Bouches-du-Rhône : Grâce à Atlas, son nouvel ascenseur, La Ciotat en pointe sur l’accueil des super yachts

NautismeLes chantiers navals peuvent à présent lever en quelques heures des yachts de 4.300 tonnes
Les "bogies" indépendants à quatre roues composant l'ascenseur
Les "bogies" indépendants à quatre roues composant l'ascenseur - C.Delabroy/20 Minutes / C.Delabroy/20 Minutes
Caroline Delabroy

Caroline Delabroy

L'essentiel

  • Les chantiers navals de La Ciotat ont inauguré ce mardi leur nouvel ascenseur baptisé « Atlas », qui permet de lever des yachts jusqu’à 4.300 tonnes.
  • Cet investissement de 77 millions d’euros lui permet de se positionner sur le marché porteur de la maintenance des yachts de 80 à 115 mètres, et concurrencer ainsi Barcelone et Gênes.

Les anciens ont fait le déplacement pour l’occasion. Car les chantiers navals de La Ciotat écrivent, ce mardi, une nouvelle page de leur histoire, plus que jamais tournée vers l’accueil et la maintenance des superyachts. Après trente mois de travaux, l’ascenseur baptisé Atlas est pleinement opérationnel. Il permet de lever jusqu’à 4.300 tonnes, soit des yachts de 80 à 115 mètres. « Nous avions besoin de cet outil pour concurrencer Barcelone et Gênes », explique Philippe Vincensini, directeur général de La Ciotat Shipyards, la société gestionnaire des chantiers. Atlas représente un investissement de 77 millions d’euros, essentiellement public.

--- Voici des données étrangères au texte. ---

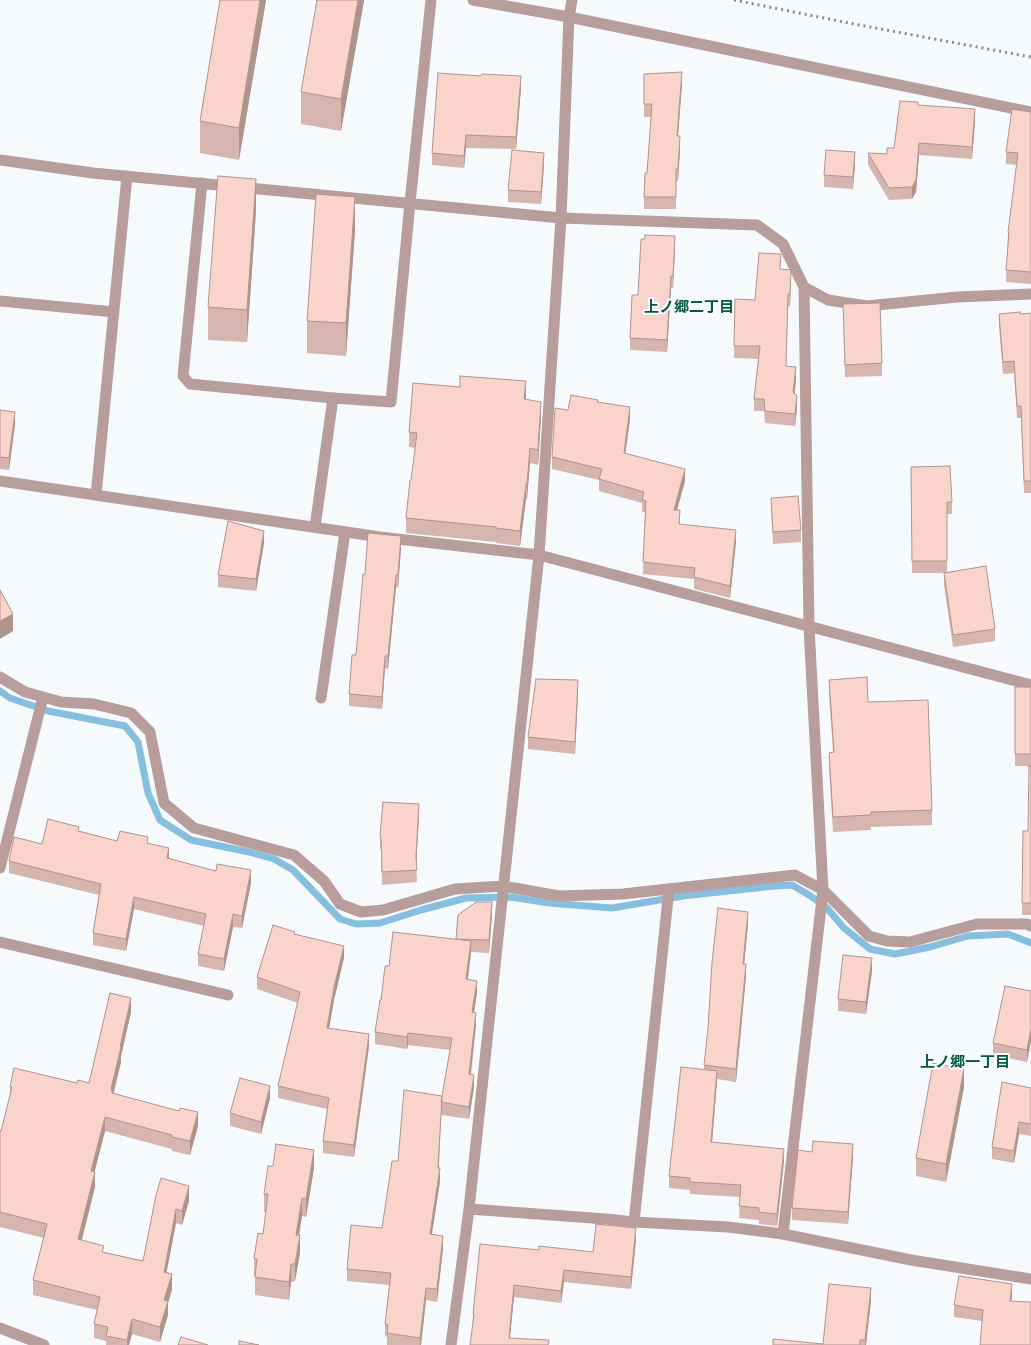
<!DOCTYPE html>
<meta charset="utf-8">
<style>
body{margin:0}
canvas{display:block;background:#f6fafd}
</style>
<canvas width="1031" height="1345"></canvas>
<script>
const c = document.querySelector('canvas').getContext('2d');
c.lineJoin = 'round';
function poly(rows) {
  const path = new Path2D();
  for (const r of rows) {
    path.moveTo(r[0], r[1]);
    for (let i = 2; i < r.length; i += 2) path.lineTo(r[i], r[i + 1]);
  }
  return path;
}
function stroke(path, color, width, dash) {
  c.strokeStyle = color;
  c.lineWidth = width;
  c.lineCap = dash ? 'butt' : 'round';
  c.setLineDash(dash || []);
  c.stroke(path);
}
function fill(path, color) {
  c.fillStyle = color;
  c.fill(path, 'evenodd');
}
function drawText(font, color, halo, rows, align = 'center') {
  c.font = font + ' Helvetica,"Noto Sans JP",sans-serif';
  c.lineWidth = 4;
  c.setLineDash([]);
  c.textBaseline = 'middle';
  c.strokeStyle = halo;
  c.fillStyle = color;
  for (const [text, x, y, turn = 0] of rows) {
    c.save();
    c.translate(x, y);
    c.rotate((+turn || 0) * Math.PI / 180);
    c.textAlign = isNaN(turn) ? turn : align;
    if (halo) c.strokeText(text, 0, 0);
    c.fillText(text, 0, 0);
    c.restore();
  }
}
const stream = poly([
 [0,691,10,698,48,711,125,726,138,742,148,793,160,820,191,840,249,852,274,859,293,870,340,919,356,924,380,923,421,910,466,898,511,897,549,903,612,908,683,896,774,886,792,885,809,895,826,907,844,928,870,949,895,954,930,947,968,936,1008,934,1031,943]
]);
const service = poly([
 [0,301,114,312],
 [333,398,391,402,410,203],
 [96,495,127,176],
 [321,698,345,532],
 [0,868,43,697],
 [0,942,228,995],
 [634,1222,669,889],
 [783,1234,823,890,809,627]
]);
const minor = poly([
 [473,0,569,17,1031,112],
 [0,160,93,173,561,218,757,225,783,244,804,287,809,627],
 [202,183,183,376,190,384,333,398,315,527],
 [410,203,431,0],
 [804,287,828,300,867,306,957,297,1031,294],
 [0,481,380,537,539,555,1031,685],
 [0,677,25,692,61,702,94,704,131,713,150,732,164,803,194,828,294,855,324,881,340,904,361,912,383,910,455,889,503,886,559,896,623,894,795,875,823,890,869,936,887,941,910,942,977,924,1027,924,1031,926],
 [469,1209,606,1219,634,1222,728,1227,783,1234,911,1260,1031,1279],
 [451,1345,469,1209,539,555,561,218,569,17,572,0]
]);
const tertiary = poly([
 [0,1328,44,1345]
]);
const rail = poly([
 [734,0,854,24,1031,57]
]);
const wall = poly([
 [220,0,266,0,239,160,200,153,200,121],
 [364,0,341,131,301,124,301,92],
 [644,74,682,84,678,136,680,149,678,181,676,181,676,209,644,209,644,197,647,173,651,117,644,117],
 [521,88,516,149,466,148,464,168,432,165,432,153],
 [918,105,975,121,972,159,919,155,916,192,912,199,889,200,868,165,868,153,887,154,894,148],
 [1031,112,1031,284,1006,282,1008,232,1017,165,1006,164,1006,152],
 [855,164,853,189,824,187,824,175],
 [544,165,541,204,508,202,508,190],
 [256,211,247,342,208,340,208,307],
 [355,230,346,356,307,353,307,321],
 [675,248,673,288,671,288,667,352,630,350,630,338,638,295],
 [781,269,791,282,790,306,788,306,786,366,796,379,795,393,797,408,795,426,765,423,764,411,754,411,754,399,758,359,734,358,735,299,755,300],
 [843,304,882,363,882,376,845,377],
 [1031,313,1031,493,1024,493,1021,418,1017,418,1014,373,1003,374,999,327,999,314,1020,314],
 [526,396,525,399,541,417,538,465,530,463,527,499,526,499,520,546,496,543,496,542,406,533,406,518,415,448,409,447,409,432],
 [598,403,630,419,625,453,685,481,677,510,680,524,736,542,730,598,694,589,694,579,643,574,645,512,642,512,642,503,599,491,599,480,552,469,552,457,568,410],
 [0,410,15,424,9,470,0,469],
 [911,467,952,502,952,514,947,514,947,572,995,629,995,641,953,647,944,585,944,573,912,573],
 [771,498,801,530,801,542,773,544,771,510],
 [264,543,256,591,218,587,218,575],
 [401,548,398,588,396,587,388,669,385,668,382,709,349,706,349,694,356,655,365,574],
 [829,680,868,702,932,810,932,825,871,827,871,830,833,832,829,768,829,753,833,752,829,695],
 [1015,687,1031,687,1031,766,1015,766],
 [578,692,575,754,528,749,528,737],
 [1031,766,1031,915,1022,915,1023,831,1028,831],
 [419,816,416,863,417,882,382,885,381,849,380,849,380,836],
 [79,831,117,841,148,843,169,859,251,883,242,928,233,927,224,971,198,966,198,954,204,926,134,909,126,951,93,945,93,933,99,895,9,873,9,861],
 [458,915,492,915,489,953,471,952,468,979,477,993,474,1012,476,1025,471,1075,474,1087,469,1119,441,1115,439,1168,440,1181,432,1234,443,1248,437,1302,426,1300,421,1345,387,1345,387,1337,385,1336,385,1324,389,1285,347,1281,347,1269,382,1228,398,1161,442,1100,450,1050,408,1045,407,1049,375,1044,375,1032,381,1000,389,966,456,939],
 [748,924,744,964,746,976,736,1082,717,1079,712,1142,784,1161,777,1226,759,1224,759,1220,739,1218,740,1197,690,1194,690,1190,669,1188,669,1176,704,1070,704,1065],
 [295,934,344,958,334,1000,329,1028,369,1046,354,1157,323,1153,323,1141,327,1109,278,1098,278,1086,298,1003,257,989,257,977],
 [872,971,866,1014,838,1011,838,999],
 [1031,991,1031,1041,1027,1062,993,1055,993,1043],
 [131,1012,121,1056,121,1062,114,1093,198,1126,190,1155,172,1151,172,1149,105,1131,94,1172,95,1187,82,1240,104,1252,143,1261,156,1195,189,1201,182,1225,176,1223,166,1272,172,1289,168,1303,168,1315,160,1342,132,1334,129,1345,106,1345,106,1341,94,1338,94,1324,97,1310,33,1295,33,1280,44,1238,0,1227,0,1130,1,1131,10,1096,10,1087,77,1083,89,1083],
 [964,1087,946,1182,916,1176,916,1158],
 [1031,1088,1031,1136,1019,1134,1014,1163,992,1159,992,1147],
 [270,1098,261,1134,230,1126,230,1113],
 [812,1152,853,1156,848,1224,792,1220,792,1208],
 [273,1166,314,1168,306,1217,302,1216,299,1235,300,1253,295,1281,291,1282,289,1300,255,1295,255,1276,254,1276,254,1258,263,1234,266,1212,264,1212,264,1194],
 [636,1240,631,1289,564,1282,561,1303,514,1297,510,1338,549,1345,470,1345,473,1323,473,1314,539,1250,593,1252],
 [1012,1296,1011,1301,982,1321,954,1317,954,1305],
 [871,1300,866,1345,773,1345,823,1344]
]);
const shadedWall = poly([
 [260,0,266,0,239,160,239,128],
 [358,0,364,0,364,1,341,131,341,99],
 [682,72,682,84,677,149,677,136],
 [521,76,521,88,516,149,516,137],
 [975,109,975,121,972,159,972,147],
 [466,135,466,148,464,168,464,156],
 [680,136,680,149,678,181,678,169],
 [919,143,919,155,916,192,912,199,912,187],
 [855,152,855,164,853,189,853,177],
 [544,153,544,165,541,204,541,192],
 [256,179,256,211,247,342,247,310],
 [355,197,355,230,346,356,346,323],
 [675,236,675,248,673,288,673,276],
 [791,270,791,282,790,306,790,294],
 [671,276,671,288,667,352,667,340],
 [796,367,796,379,793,404,793,392],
 [526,381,526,396,524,414,524,399],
 [797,396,797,408,795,426,795,414],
 [541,402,541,417,538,465,538,450],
 [630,407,630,419,624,464,624,453],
 [15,412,15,424,9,470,9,458],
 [530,448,530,463,527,499,527,484],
 [685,469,685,481,674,521,674,510],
 [526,484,526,499,520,546,520,531],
 [736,530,736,542,730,598,730,586],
 [264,531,264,543,256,591,256,579],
 [401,536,401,548,398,588,398,575],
 [396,575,396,587,388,669,388,656],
 [13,614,13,631,0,639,0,621],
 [385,656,385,668,382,709,382,697],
 [578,680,578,692,575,754,575,742],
 [419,804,419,816,416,868,416,856],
 [169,848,169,860,167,858],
 [251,870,251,883,242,928,242,916],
 [134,897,134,909,126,951,126,939],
 [492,902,492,915,489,953,489,940],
 [748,912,748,924,743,976,743,964],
 [233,914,233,927,224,971,224,959],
 [471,941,471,953,466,991,466,979],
 [344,946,344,958,334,1000,327,1040,327,1028,334,987],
 [872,958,872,971,866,1014,866,1002],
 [746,964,746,976,736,1082,736,1069],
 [477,981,477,993,472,1024,472,1012],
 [131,998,131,1012,121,1056,121,1062,112,1098,111,1089],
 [476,1013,476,1025,469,1087,469,1074],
 [1031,1029,1031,1041,1027,1062,1027,1050],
 [408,1033,408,1045,407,1049,407,1037],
 [369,1034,369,1046,354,1157,354,1145],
 [964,1069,964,1087,946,1182,946,1164],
 [717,1071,717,1083,711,1154,711,1142],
 [474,1075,474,1087,469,1119,469,1107],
 [270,1086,270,1098,261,1134,261,1122],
 [441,1102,438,1177,440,1168,440,1181,430,1246,430,1234,438,1168],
 [198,1112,198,1126,190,1155,190,1141],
 [105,1117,105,1131,91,1186,91,1171],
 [1019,1122,1019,1134,1014,1163,1014,1151],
 [853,1144,853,1156,848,1224,848,1212],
 [784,1149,784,1161,777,1226,777,1214],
 [314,1150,314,1168,306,1217,306,1199],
 [95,1172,95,1187,78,1254,78,1239],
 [189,1186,189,1201,182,1225,182,1211],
 [302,1198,302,1216,296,1253,296,1235],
 [176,1209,176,1223,164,1286,164,1272],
 [636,1228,636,1240,631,1289,631,1277],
 [300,1235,300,1253,295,1281,295,1264],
 [443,1236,443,1248,437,1302,437,1289],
 [291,1264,291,1282,289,1300,289,1282],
 [564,1270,564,1282,561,1303,561,1291],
 [172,1274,172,1289,168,1303,168,1315,160,1342,160,1327,164,1300],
 [1012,1284,1012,1296,1010,1312,1010,1301],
 [514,1285,514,1297,509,1345,509,1338],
 [426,1288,426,1300,421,1345,420,1345,420,1338],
 [871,1288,871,1300,866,1345,865,1345],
 [132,1319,132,1334,129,1345,127,1345,127,1340]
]);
const building = poly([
 [220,0,260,0,239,128,200,121,220,0],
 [317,0,358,0,341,99,301,92,317,0],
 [682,72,677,136,680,136,678,169,676,169,676,197,644,197,645,173,647,173,652,104,644,104,644,74,682,72],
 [438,73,481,76,482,74,521,76,516,137,466,135,464,156,432,153,438,73],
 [900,101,918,102,918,105,975,109,972,147,919,143,916,180,912,187,889,188,868,153,887,154,887,148,894,148,900,101],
 [1012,109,1031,112,1031,272,1006,270,1009,233,1008,232,1018,153,1006,152,1012,109],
 [512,150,544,153,541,192,508,190,512,150],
 [826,150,855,152,853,177,824,175,826,150],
 [218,176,256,179,247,310,208,307,218,176],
 [316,194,355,197,346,323,307,321,316,194],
 [645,235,675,236,673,276,671,276,667,340,630,338,632,295,638,295,641,239,645,239,645,235],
 [759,253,781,254,780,269,791,270,790,294,788,294,786,366,796,367,793,392,797,396,795,414,765,411,764,399,754,399,760,346,734,346,735,299,755,300,759,253],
 [880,303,882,363,845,365,843,304,880,303],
 [1020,312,1020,314,1031,313,1031,481,1024,481,1021,406,1017,406,1014,361,1003,362,999,314,1020,312],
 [460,376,526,381,524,399,541,402,538,450,530,448,527,484,526,484,520,531,496,528,496,527,406,518,410,480,411,480,417,433,409,432,413,383,460,387,460,376],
 [571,395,598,400,597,402,630,407,624,453,685,469,674,510,680,510,679,524,736,530,730,586,694,577,695,568,643,562,646,501,642,500,644,492,599,479,602,469,552,457,555,408,568,410,571,395],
 [0,410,15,412,9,458,0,457,0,410],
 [950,466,952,502,947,502,947,561,912,561,911,467,950,466],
 [798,496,801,530,773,532,771,498,798,496],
 [228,521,264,531,256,579,218,575,228,521],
 [368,533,401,536,398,575,396,575,388,656,385,656,382,697,349,694,352,655,356,655,363,574,365,574,368,533],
 [986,566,995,629,953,635,944,573,986,566],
 [0,590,13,614,0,621,0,590],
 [867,677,868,702,928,700,932,810,871,812,871,815,833,817,829,753,834,752,829,680,867,677],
 [536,679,578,680,575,742,528,737,536,679],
 [1015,687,1031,687,1031,754,1015,754,1015,687],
 [1029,766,1031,766,1031,903,1022,903,1023,831,1028,831,1029,766],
 [383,802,419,804,416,856,417,870,382,872,381,837,380,836,383,802],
 [48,819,79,827,78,831,117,841,120,831,148,837,147,843,169,848,167,858,216,871,217,864,251,870,242,916,233,914,224,959,198,954,206,914,134,897,126,939,93,933,101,884,9,861,14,837,42,844,48,819],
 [476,902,492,902,489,940,456,939,458,915,476,902],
 [718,908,748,912,743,964,746,964,736,1069,704,1065,708,1028,712,962,718,908],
 [273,925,295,932,294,934,344,946,334,987,327,1028,369,1034,354,1145,323,1141,329,1098,278,1086,300,992,257,977,273,925],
 [393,932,471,941,466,979,477,981,472,1012,476,1013,469,1074,474,1075,469,1107,441,1102,452,1038,408,1033,407,1037,375,1032,380,1000,381,1000,385,966,389,966,393,932],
 [843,955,872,958,866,1002,838,999,843,955],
 [1005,986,1031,991,1031,1029,1027,1050,993,1043,1005,986],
 [110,993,131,998,120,1047,121,1047,111,1089,112,1090,112,1093,179,1111,180,1108,198,1112,190,1141,172,1137,172,1135,105,1117,91,1171,95,1172,78,1239,104,1246,102,1252,143,1261,156,1195,161,1178,189,1186,182,1211,176,1209,164,1272,172,1274,164,1300,168,1301,160,1327,132,1319,127,1340,106,1336,108,1327,94,1324,100,1297,33,1280,47,1224,0,1212,0,1130,1,1131,12,1087,10,1087,14,1068,77,1083,78,1080,89,1083,110,993],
 [933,1063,964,1069,946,1164,916,1158,933,1063],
 [681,1067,717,1071,711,1142,784,1149,777,1214,759,1212,759,1208,739,1206,741,1185,690,1182,690,1178,669,1176,681,1067],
 [240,1078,270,1086,261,1122,230,1113,240,1078],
 [1002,1082,1031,1088,1031,1124,1019,1122,1014,1151,992,1147,1002,1082],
 [404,1090,442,1096,438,1168,440,1168,430,1234,443,1236,437,1289,426,1288,420,1338,387,1333,388,1325,385,1324,391,1273,347,1269,351,1225,382,1228,392,1161,398,1161,404,1090],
 [813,1141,853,1144,848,1212,792,1208,798,1150,812,1152,813,1141],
 [276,1144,314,1150,306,1199,302,1198,296,1235,300,1235,295,1264,291,1264,289,1282,255,1277,257,1259,254,1258,258,1233,263,1234,268,1194,264,1194,268,1166,273,1166,276,1144],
 [596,1224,636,1228,631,1277,564,1270,561,1291,514,1285,509,1338,549,1340,548,1345,470,1345,474,1314,473,1314,480,1244,539,1250,539,1246,593,1252,596,1224],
 [959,1276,1012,1284,1010,1301,1031,1302,1031,1345,980,1345,983,1310,954,1305,959,1276],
 [829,1284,871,1288,865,1340,860,1340,860,1345,773,1345,773,1339,823,1344,829,1284],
 [181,1337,208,1345,178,1345,181,1337],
 [239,1341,259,1345,239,1345,239,1341]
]);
const neighbourhoodNames = [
 ["上ノ郷二丁目",689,308],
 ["上ノ郷一丁目",965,1063]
];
stroke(stream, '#87bfe0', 7);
stroke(service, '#b99d9a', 11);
stroke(minor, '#b99d9a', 11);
stroke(tertiary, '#b99d9a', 11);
stroke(rail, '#868a8d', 3, [2, 4]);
fill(wall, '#d7b5af');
fill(shadedWall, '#af948e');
fill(building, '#fad3cb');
stroke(building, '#af948e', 1);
drawText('bold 15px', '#075944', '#f6fafd', neighbourhoodNames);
</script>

L’ascenseur à bateaux a pris place dans l’ancienne cale numéro un, qui servait au lancement des pétroliers, du temps où les chantiers en construisaient. « Il n’en existe pas deux comme ça dans le monde », poursuit le directeur général. La technologie emprunte aux plateformes offshore, avec des treuils à chaînes qui assurent une durée de vie plus longue. Des plongeurs calent le bateau sur une sorte de berceau, le « ber » en langage technique, avec des blocs en bois pour ne pas abîmer la coque. L’opération de levage dure trois heures en moyenne, contre une dizaine d’heures lorsque les chantiers utilisent la grande forme de 200 mètres dont il faut pomper l’eau pour mettre les bateaux à sec. Avec un système de rails, les bateaux sont ensuite emmenés jusqu’à leur emplacement.

Jacuzzi, piscine, cabines sous-marines…

Outre le gain de temps, les chantiers gagnent sept emplacements, dont six sont exploités par MB92 Group, leader mondial de la maintenance, de la réparation et de la rénovation de yachts d’exception. « Ils ont rempli leur carnet de bal », sourit Philippe Vincensini, qui détaille chaque yacht actuellement présent sur les chantiers. Avec ses quatre ponts, son look très british, « Here comes the sun » est l’un d’eux. « Des huit superyachts que nous avons jusqu’à présent sortis avec Atlas, c’est le plus gros », indique-t-il. Son poids ? Pas moins de 2.700 tonnes, pour 90 mètres de long. « Le poids d’un bateau n’est pas corrélé à sa taille », rappelle toutefois le directeur général La Ciotat Shipyards.



Tout dépend en effet des équipements et matériaux intérieurs. Outre les jacuzzis, piscines et autres salles de fitness, le dernier « jouet » en vogue serait les cabines sous-marines. « C’est vrai, c’est un objet de luxe, mais c’est le seul objet de luxe qui fasse travailler autant de personnes », fait valoir Patrick Ghigonetto, président de La Ciotat Shipyards et maire (divers droite) de Ceyreste. L’exploitation de ce nouvel ascenseur de 4.300 tonnes devrait représenter pour la sous-traitance locale, soit tous les corps de métiers travaillant sur les yachts, près de 208 emplois. Sans compter les retombées économiques sur la ville. « On estime à 50 euros par jour les dépenses des capitaines restant à quai, qui sont souvent de jeunes Anglo-saxons », jauge Philippe Vincensini. Dans les bars du port, beaucoup se sont mis à la bière plutôt qu’au pastis.